Attached is the full code in Jupyter:
Cars Listings.ipynb (214.3 KB)

Click here to view the jupyter notebook file in a new tab

Hey there! I think I can try to answer your questions. I won’t comment codewise, but I can help out conceptually

  1. There is no “optimal” amount of folds to use in k-fold cross-validation. When we perform k-fold cross-validation, we are trying to estimate how well the machine learning model will perform on the test data by further dividing up the training data into different folds.

  2. The number of folds k is purely for cross-validation. As a rule of thumb, 5 or 10 folds is considered a good number to use. Cross-validation helps us understand what hyperparameters might work best for the model, since it allows us to experiment with different hyperparameters without touching the test data.

  3. K-fold cross-validation should be performed after you decide what features you want to use in your data. As mentioned above, k-fold cross-validation will help you decide what hyperparameter optimizes the RMSE for your training data. Once you decide what number of neighbors to use, you can build your final model and then evaluate it against the test data.

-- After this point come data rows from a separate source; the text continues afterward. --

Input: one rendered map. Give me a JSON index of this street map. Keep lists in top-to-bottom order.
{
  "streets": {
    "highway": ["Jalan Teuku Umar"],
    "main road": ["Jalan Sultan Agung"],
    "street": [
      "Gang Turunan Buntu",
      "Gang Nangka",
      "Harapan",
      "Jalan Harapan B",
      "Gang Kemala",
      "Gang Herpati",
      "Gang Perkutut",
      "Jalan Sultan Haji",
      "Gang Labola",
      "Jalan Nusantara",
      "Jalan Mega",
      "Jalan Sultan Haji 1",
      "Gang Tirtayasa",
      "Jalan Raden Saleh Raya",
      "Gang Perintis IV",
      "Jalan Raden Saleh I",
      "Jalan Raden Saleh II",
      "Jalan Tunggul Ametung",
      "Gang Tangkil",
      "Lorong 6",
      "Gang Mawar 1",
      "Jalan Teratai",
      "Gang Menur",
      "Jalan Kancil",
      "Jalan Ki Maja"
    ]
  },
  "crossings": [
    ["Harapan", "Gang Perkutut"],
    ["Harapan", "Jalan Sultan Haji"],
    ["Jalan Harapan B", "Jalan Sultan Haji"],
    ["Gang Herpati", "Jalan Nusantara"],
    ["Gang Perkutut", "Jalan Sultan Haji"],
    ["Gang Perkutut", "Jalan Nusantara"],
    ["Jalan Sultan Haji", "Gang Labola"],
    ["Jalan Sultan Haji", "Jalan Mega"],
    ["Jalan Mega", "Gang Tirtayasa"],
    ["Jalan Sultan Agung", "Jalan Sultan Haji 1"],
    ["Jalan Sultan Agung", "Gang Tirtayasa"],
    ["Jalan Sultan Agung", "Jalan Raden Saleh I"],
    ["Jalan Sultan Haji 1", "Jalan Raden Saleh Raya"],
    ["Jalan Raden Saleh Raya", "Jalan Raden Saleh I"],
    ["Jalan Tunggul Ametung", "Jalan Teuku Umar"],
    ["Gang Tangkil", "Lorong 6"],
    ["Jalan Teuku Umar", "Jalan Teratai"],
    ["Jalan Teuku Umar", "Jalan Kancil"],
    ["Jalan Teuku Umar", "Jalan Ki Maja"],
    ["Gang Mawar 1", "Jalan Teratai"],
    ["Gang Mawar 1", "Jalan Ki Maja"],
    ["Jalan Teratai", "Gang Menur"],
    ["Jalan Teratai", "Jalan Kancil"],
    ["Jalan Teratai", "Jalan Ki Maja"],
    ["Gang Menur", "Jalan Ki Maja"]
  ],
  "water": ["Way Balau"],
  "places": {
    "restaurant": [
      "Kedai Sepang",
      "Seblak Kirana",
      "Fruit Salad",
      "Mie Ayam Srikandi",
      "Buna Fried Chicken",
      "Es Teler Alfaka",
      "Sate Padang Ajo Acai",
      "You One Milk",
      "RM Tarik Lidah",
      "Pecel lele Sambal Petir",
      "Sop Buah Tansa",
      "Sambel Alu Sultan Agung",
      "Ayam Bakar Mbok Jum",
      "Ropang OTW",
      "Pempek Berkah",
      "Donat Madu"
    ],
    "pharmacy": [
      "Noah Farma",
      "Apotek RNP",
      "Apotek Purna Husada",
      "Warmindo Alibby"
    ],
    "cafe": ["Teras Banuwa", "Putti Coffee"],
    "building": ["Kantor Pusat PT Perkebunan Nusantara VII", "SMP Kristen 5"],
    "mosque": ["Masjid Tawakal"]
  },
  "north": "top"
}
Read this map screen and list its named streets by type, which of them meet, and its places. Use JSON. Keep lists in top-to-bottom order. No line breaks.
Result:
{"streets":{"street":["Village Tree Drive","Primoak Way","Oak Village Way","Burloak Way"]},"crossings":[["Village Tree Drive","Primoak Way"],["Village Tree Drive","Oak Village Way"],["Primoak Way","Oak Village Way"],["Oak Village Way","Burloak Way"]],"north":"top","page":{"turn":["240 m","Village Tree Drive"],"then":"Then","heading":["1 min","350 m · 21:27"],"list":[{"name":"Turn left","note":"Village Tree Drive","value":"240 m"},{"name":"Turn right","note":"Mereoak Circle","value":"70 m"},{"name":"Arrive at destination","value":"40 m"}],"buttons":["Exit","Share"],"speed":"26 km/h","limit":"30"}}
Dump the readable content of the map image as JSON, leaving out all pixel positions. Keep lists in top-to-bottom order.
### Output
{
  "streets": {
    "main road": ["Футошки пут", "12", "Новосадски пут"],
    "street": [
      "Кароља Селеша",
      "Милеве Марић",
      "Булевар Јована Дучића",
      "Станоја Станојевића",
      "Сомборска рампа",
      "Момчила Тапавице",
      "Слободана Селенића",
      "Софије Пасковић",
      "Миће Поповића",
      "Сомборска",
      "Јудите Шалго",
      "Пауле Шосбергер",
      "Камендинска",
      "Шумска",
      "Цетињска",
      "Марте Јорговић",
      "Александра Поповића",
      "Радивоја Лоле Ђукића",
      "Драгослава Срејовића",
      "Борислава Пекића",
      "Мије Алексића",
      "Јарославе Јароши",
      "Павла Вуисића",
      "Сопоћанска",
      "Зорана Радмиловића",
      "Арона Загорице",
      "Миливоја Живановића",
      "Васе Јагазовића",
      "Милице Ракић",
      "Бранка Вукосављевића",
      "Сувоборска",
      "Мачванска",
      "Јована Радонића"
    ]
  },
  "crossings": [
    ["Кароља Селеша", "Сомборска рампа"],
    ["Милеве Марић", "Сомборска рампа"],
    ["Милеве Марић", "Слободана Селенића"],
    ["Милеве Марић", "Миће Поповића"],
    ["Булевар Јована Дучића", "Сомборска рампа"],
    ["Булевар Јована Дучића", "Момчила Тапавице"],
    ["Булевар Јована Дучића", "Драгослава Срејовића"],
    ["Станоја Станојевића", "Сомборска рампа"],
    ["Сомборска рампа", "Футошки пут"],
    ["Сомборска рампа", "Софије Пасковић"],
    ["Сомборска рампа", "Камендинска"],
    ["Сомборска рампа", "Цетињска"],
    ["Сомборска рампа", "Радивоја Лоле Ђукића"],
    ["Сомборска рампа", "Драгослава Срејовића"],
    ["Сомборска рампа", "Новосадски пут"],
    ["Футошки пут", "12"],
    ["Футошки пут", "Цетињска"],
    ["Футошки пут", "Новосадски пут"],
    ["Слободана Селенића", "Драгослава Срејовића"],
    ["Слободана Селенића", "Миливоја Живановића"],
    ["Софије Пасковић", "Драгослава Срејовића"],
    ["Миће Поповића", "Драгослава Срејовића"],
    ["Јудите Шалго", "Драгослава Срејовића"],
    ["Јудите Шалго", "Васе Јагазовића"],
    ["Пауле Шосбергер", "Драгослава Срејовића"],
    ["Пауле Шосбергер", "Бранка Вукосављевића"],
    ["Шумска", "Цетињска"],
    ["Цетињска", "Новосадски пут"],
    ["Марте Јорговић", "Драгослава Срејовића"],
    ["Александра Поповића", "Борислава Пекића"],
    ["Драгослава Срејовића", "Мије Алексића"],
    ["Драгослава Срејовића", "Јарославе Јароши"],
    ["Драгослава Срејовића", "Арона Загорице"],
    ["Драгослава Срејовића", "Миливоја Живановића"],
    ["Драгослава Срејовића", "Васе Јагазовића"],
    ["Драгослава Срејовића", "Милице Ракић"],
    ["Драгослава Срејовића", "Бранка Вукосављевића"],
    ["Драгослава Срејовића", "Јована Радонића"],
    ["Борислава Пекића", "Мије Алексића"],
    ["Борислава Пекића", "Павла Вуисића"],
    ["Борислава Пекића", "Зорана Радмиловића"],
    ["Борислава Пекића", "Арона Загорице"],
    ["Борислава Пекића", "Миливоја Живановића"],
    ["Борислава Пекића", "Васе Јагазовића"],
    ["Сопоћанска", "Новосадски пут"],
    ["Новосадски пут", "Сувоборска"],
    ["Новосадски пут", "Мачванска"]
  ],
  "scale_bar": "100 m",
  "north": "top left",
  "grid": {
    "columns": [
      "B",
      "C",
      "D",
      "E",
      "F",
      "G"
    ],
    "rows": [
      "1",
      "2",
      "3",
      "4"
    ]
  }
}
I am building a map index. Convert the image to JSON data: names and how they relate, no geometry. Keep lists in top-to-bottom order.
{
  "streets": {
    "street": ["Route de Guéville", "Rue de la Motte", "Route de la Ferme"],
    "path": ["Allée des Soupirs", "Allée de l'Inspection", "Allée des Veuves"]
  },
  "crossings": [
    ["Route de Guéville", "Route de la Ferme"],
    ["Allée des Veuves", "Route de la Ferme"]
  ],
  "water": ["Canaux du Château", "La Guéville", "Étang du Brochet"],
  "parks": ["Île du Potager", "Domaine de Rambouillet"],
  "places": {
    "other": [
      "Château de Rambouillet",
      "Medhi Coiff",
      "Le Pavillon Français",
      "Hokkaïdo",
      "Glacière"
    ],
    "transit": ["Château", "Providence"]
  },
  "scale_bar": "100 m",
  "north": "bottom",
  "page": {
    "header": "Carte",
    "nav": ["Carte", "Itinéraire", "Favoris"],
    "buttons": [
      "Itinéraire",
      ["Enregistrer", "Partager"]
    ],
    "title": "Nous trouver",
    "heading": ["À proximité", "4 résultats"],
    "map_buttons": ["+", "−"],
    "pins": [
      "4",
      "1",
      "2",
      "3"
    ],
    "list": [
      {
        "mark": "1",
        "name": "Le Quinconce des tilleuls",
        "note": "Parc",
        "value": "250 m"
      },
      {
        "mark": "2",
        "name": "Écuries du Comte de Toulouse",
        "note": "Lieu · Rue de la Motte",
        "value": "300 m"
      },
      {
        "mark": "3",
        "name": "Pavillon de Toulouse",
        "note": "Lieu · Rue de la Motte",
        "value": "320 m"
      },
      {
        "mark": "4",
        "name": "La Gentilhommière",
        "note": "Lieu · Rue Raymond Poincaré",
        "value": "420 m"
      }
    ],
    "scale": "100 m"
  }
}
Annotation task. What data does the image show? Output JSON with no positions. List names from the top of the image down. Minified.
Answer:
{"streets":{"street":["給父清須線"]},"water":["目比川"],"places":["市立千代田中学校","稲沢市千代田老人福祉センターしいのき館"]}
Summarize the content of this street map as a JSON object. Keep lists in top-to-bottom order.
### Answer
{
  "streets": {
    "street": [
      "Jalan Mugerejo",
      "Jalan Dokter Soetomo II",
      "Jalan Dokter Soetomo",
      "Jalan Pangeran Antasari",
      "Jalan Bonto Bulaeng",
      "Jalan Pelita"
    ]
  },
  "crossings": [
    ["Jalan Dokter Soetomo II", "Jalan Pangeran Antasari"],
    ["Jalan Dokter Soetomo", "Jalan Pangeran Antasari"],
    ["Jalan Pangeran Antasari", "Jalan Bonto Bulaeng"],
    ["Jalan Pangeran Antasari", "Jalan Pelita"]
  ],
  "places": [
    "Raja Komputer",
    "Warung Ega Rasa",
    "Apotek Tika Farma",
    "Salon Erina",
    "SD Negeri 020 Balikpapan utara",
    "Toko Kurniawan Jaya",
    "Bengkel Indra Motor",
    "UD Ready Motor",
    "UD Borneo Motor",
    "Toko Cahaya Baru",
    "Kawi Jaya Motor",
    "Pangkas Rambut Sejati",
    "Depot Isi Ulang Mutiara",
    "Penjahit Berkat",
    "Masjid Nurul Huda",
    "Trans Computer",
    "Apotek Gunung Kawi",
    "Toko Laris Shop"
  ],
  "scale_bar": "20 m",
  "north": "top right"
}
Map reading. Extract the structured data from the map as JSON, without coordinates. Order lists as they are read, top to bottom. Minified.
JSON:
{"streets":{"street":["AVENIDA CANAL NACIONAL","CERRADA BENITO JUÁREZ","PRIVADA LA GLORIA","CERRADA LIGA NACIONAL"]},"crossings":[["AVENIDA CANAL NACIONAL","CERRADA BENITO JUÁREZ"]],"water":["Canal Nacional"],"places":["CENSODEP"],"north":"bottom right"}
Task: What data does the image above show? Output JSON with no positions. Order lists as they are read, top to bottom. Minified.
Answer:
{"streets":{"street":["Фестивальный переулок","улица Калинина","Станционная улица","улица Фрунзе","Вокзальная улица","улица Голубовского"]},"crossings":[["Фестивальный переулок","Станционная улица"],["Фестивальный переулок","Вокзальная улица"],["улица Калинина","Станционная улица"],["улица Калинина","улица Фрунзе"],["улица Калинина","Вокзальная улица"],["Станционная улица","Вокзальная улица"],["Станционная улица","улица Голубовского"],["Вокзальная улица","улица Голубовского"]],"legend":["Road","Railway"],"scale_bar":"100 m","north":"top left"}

The golden rule is that your machine learning model should only see the test data at the very last step. We use cross-validation to help with hyperparameter optimization.

2 Likes

Hi @christian5 thank you very much for your answer :slight_smile: but I’m still a little confused.

I understand what you’re saying here:

But in this guided project, we see that with train/test validation we can know which are the relevant features and for which hyperparameter k.

For example as I said here:

Using train/test validation, I got an optimal k-value (with a lower RMSE) for a multivariate model:

5 features ['curb_weight', 'city_mpg', 'width', 'engine_size', 'horsepower'], k=2

In this case, the best model (for that data) would be with these 5 features and k=2.

So, my question is:

Can we use K-fold cross-validation to know which are the relevant features and the optimal k hyperparameter?